FIG. 7 is a cross-sectional view of an upstream flexible strainer configuration; and

FIGS. 7A and 7B show exemplary mounting rings.

DETAILED DESCRIPTION

In the following detailed description section, specific embodiments of the present techniques are described. However, to the extent that the following description is specific to a particular embodiment or a particular use of the present techniques, this is intended to be for exemplary purposes only and simply provides a description of the exemplary embodiments. Accordingly, the techniques are not limited to the specific embodiments described below, but rather, include all alternatives, modifications, and equivalents falling within the true spirit and scope of the appended claims.

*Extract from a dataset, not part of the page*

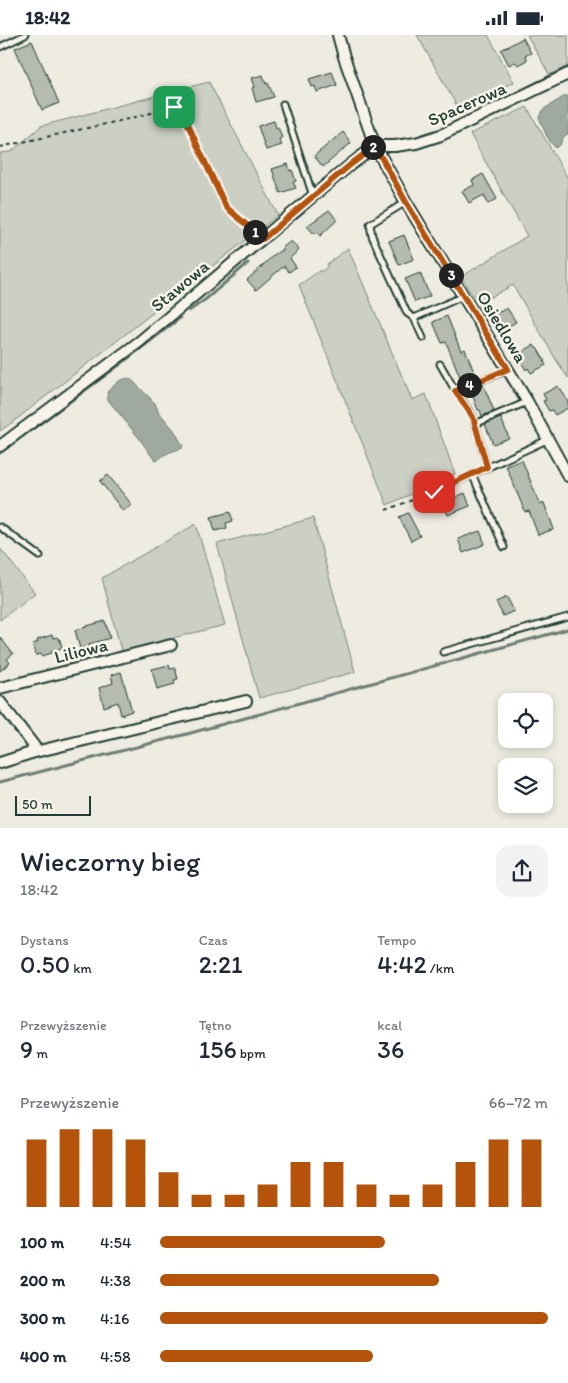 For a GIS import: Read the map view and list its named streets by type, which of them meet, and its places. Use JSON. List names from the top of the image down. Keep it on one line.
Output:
{"streets":{"street":["Spacerowa","Stawowa","Osiedlowa","Liliowa"]},"crossings":[["Spacerowa","Stawowa"],["Spacerowa","Osiedlowa"],["Stawowa","Osiedlowa"]],"scale_bar":"50 m","page":{"status":"18:42","pins":["2","1","3","4"],"scale":"50 m","heading":["Wieczorny bieg","18:42"],"stats":[["Dystans","0.50 km"],["Czas","2:21"],["Tempo","4:42 /km"],["Przewyższenie","9 m"],["Tętno","156 bpm"],["kcal","36"]],"chart":["Przewyższenie","66–72 m"],"list":[{"name":"100 m","note":"4:54"},{"name":"200 m","note":"4:38"},{"name":"300 m","note":"4:16"},{"name":"400 m","note":"4:58"}]}}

Debris left over from construction or dislodged during operation can damage downstream equipment including compressors, pumps, valves, suction drums, heat exchangers, and the like. Embodiments described herein are directed to a flexible strainer comprising a flexible net made from high-strength fabric that can protect downstream components from debris contained in piping, vessels, or process components. The flexible net can be made from synthetic or natural polymers, and is held in place by a mount that places the flexible net in a fluid stream, for example, inside a pipe.

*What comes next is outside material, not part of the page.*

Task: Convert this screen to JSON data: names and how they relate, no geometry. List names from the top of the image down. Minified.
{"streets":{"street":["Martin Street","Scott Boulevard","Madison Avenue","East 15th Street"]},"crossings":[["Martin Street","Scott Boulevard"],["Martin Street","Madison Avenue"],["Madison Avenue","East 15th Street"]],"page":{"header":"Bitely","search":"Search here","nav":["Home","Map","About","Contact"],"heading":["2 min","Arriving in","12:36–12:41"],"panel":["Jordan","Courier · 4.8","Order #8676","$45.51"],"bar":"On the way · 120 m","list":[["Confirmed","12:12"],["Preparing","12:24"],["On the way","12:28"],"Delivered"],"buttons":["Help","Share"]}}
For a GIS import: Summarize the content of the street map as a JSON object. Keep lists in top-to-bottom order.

As used herein “flexible” has its ordinary meaning known to those skilled in the art. For example, “flexible” means capable of being flexed without breaking. In one or more embodiments, a “flexible strainer” means a strainer having a shape that can be modified or adapted without breaking. In one or more embodiments, a “flexible strainer” is a woven or unwoven mesh, cloth, web, or net of fibers.
The flexible strainer may have a higher differential pressure capability than metal strainers which allows it to accumulate more debris and run longer than a metal strainer. Further, the flexible strainer may be more resistance to overstress failure than a standard metal strainer. The flexible strainer is also less vulnerable to vibration triggered failure than a metal strainer because the fabric of the flexible net has minimal stiffness. In addition, the flexible strainer may be used to trap debris with flow going in either direction across the strainer. For example, the strainer can be structured to capture debris either in its concave or convex side.
FIG. 1 is a cross-sectional view of a flexible strainer 102 in a pipe 104. The flexible strainer 102 includes a mount 106 that holds a flexible net 108 in the pipe 104, with an open end positioned in a fluid stream 110. The flexible net 108 may capture debris 112 from the fluid stream, including construction debris and process debris, such as metal fragments, broken thermowells, and the like.
The flexible net 108 can be made from high strength fibers. The fibers may be synthetic, natural, or a combination of the two and may be made from either inorganic or organic materials. High strength fibers can be stronger in tension than steel and may have a low stiffness which may make the flexible net 108 less vulnerable to cyclic fatigue stress. For example, the flexible net 108 can be formed from aramids, carbon fibers, organic polymers, inorganic polymers, synthetic fibers, or any combinations thereof. In some embodiments, the fibers may include metal wires or even metal chains. The flexible net 108 is not limited to these materials, and they may be used in combination with each other and with other materials, for example, to stiffen or strengthen the flexible net 108.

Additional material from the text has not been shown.